Questions on buffers and their lifetime in GPU memory

Started by
10 comments, last by chiffre 6 years, 5 months ago

Heads up: this question is more theoretical than practical. My (minute) knowledge about D3D11 is self taught, so please take any premise I make with additional care. I invite everyone to correct anything I say.  Now to the actual post.

I have a question about the lifetime of a D3D11_USAGE_DEFAULT buffer, used with a D3D11ShaderResourceView as a StructuredBuffer, in GPU memory. At first I need to make sure I am understanding the difference between DEFAULT and DYNAMIC buffers correctly. The way I understand the difference between DEFAULT and DYNAMIC buffers comes from here:

D3D11_USAGE_DEFAULT

D3D11_USAGE_DEFAULT tells the API to store my buffer in memory that is fast to access for the GPU. This does absolutely not guarantee (?) it is located in VRAM, however it is more likely to be located there. I can update the buffer (partially) by using UpdateSubResource. Here is some info from the previously mentioned thread.

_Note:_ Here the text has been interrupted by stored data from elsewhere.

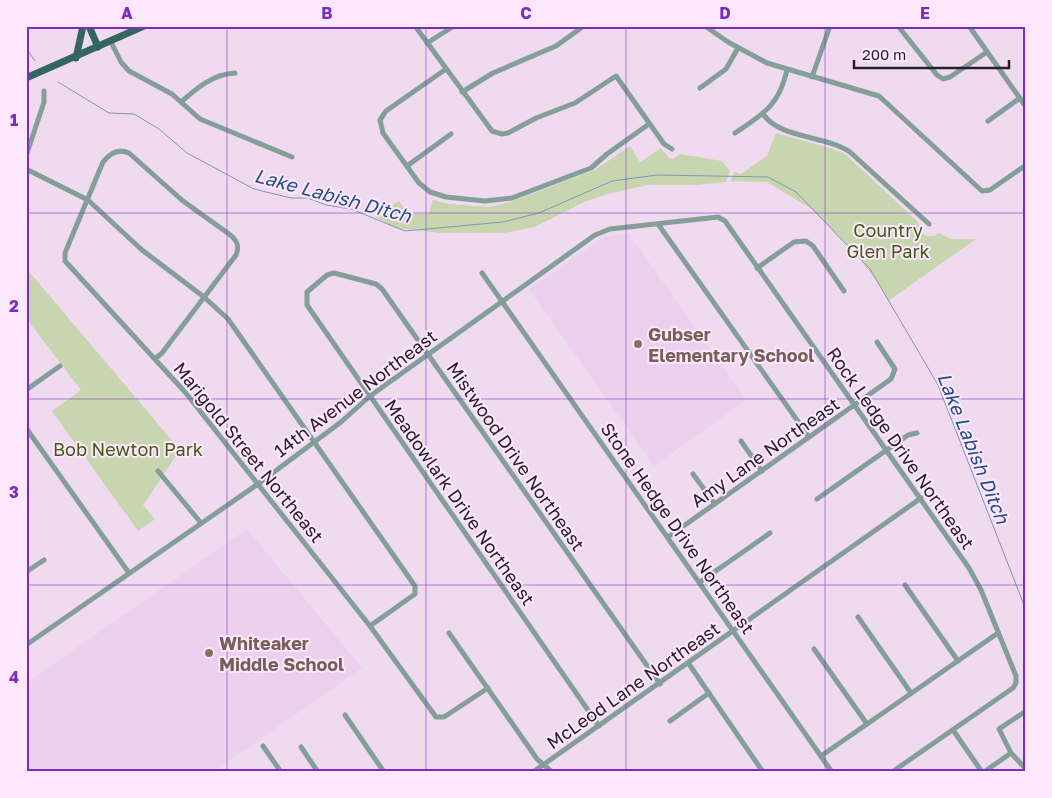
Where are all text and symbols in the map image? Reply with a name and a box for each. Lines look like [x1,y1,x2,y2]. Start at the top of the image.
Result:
text: A [121,3,133,23]
text: B [321,3,333,23]
text: C [520,3,532,23]
text: D [719,3,731,23]
text: E [920,3,930,23]
scale bar [854,38,1010,70]
text: 200 m [862,45,906,63]
text: 1 [10,110,18,130]
water label: Lake Labish Ditch [252,163,415,227]
park label: Country Glen Park [846,219,930,262]
text: 2 [9,296,19,316]
place label: Gubser Elementary School [648,323,814,366]
street label: 14th Avenue Northeast [269,325,441,461]
marker: Gubser Elementary School [632,338,644,350]
street label: Rock Ledge Drive Northeast [823,343,979,553]
street label: Marigold Street Northeast [169,357,329,547]
street label: Mistwood Drive Northeast [442,357,590,555]
water label: Lake Labish Ditch [933,369,1015,528]
street label: Amy Lane Northeast [686,392,844,512]
street label: Meadowlark Drive Northeast [380,395,540,609]
street label: Stone Hedge Drive Northeast [596,418,760,638]
park label: Bob Newton Park [53,438,203,460]
text: 3 [9,482,19,502]
street label: McLeod Lane Northeast [542,617,724,753]
place label: Whiteaker Middle School [219,632,344,675]
marker: Whiteaker Middle School [203,647,215,659]
text: 4 [9,667,19,687]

On 27.11.2015 at 6:41 PM, Matias Goldberg said:

When you use UpdateSubresource, you rely on DX and the driver to schedule an asynchronous transfer. If the data to upload is too big (or you have already exhausted the internal schedule queue), DX will stall. This is very bad for performance.

 

Because the pointer you provide to UpdateSubresource maybe freed at an undisclosed moment, DX runtime/driver can't assume it won't be freed before the async transfer will happen, and thus needs to copy your data to a temporary internal buffer.

Therefore:

  • Best case scenario: DX memcpy's your data CPU->GPU. At a later moment the DX will perform a GPU->GPU transfer. That's two  memcpys.
  • Common case scenario: DX memcpy's your data CPU->CPU. At a later moment the DX will perform a CPU->GPU and immediately afterwards a GPU->GPU transfer. That's three memcpys.
  • Worst case scenario: DX will stall, and memcpy CPU->GPU then GPU->GPU. That's two memcpys + stall.

D3D11_USAGE_DYNAMIC

D3D11_USAGE_DYNAMIC tells the API to store my buffer in memory that is fast to access for the CPU. This guarantees (?) it will be located on system RAM and not VRAM. Whenever the GPU needs to access the data it will upload the data to VRAM. Assuming the hardware can handle buffers larger than 128mB (see footnote 1 on here) this theoretically means the size of the buffer is limited by the amount of data can be transferred from CPU memory to GPU memory in the desired frametime. An estimate for the upper boundary, ignoring time necessary for actually processing the data, would be the PCIE bandwidth available to the GPU divided by the desired framerate (can we estimate a more precise upper boundary?). I can update the buffer using Map/Unmap with one of the following flags:

  1. D3D11_MAP_WRITE
  2. D3D11_MAP_READ_WRITE
  3. D3D11_MAP_WRITE_DISCARD
  4. D3D11_MAP_WRITE_NO_OVERWRITE
  5. (D3D11_MAP_READ <- this would not be for updating, but simply for reading)

Nvidia suggests to use D3D11_MAP_WRITE_DISCARD (for constant buffers).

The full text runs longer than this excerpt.